Examiner Local Editorial: Area traffic gridlock is no accident

There’s a reason the Washington region now has the worst traffic congestion in America. It’s not because area motorists don’t pay enough taxes, as many politicians, Smart Growth advocates, and the editorial page of the Washington Post would have you believe. No, the real reason Washingtonians spend a cumulative three days a year stuck in traffic, wasting time and burning gas, is that their political leaders planned it this way.

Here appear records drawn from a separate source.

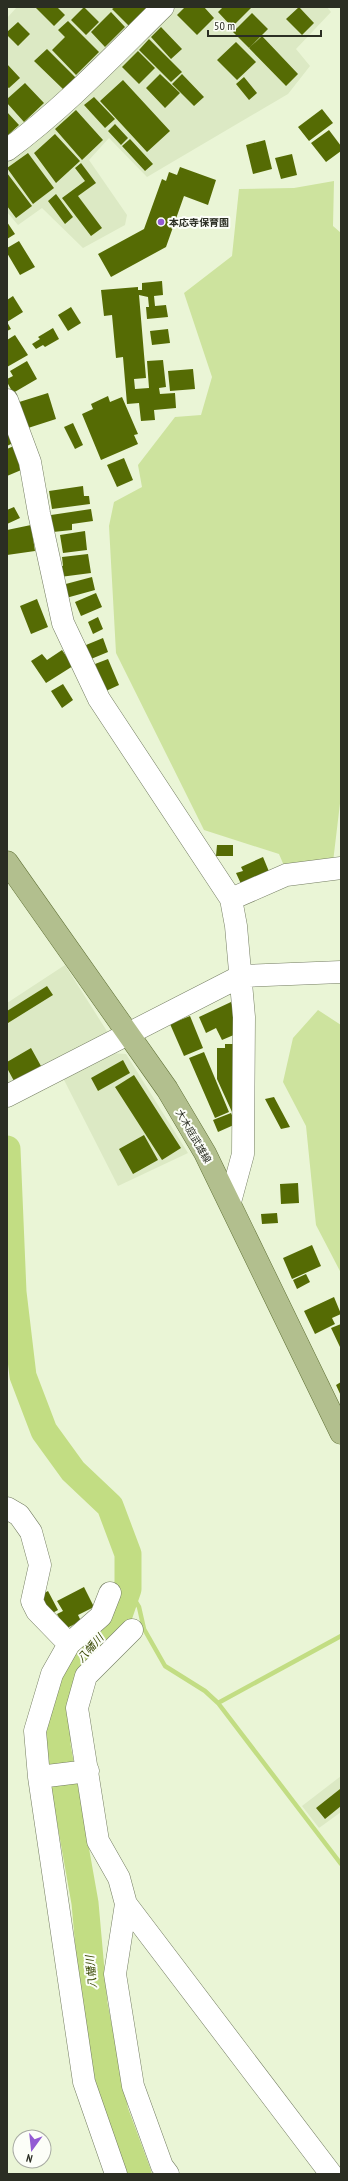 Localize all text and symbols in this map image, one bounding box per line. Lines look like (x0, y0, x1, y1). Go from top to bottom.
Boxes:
scale bar (208, 12, 321, 38)
text: 50 m (214, 18, 235, 33)
place label: 本応寺保育園 (168, 216, 229, 229)
marker: 本応寺保育園 (156, 217, 166, 227)
street label: 大木庭武雄線 (173, 1107, 214, 1165)
water label: 八幡川 (74, 1630, 107, 1665)
water label: 八幡川 (83, 1954, 99, 1989)
north arrow (12, 2129, 52, 2169)
text: N (25, 2151, 34, 2166)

Time and again, local officials approved real estate development projects without making adequate provision for the transportation needs of the new residents and businesses who would occupy them. State legislators spent tax dollars on pet projects of far less urgency than increased road capacity. Literally billions of dollars were diverted to mass transit, which serves just 12 percent of the region’s commuters, at the expense of the other 88 percent.

And the same politicians and activists are still determined to make things even worse. The Fairfax Board of Supervisors just approved five new high-density residential towers in Tysons Corner in the proximity of four new Metro stations under construction. Unfortunately, they haven’t the slightest clue how to pay for the estimated $1.7 billion in needed road and transit upgrades to accommodate traffic both through Tysons and to the Metro stops.

Meanwhile, the Dulles Rail boondoggle will suck billions in construction, debt service and operating costs from local taxpayers for the next 50 years without doing anything to relieve traffic congestion.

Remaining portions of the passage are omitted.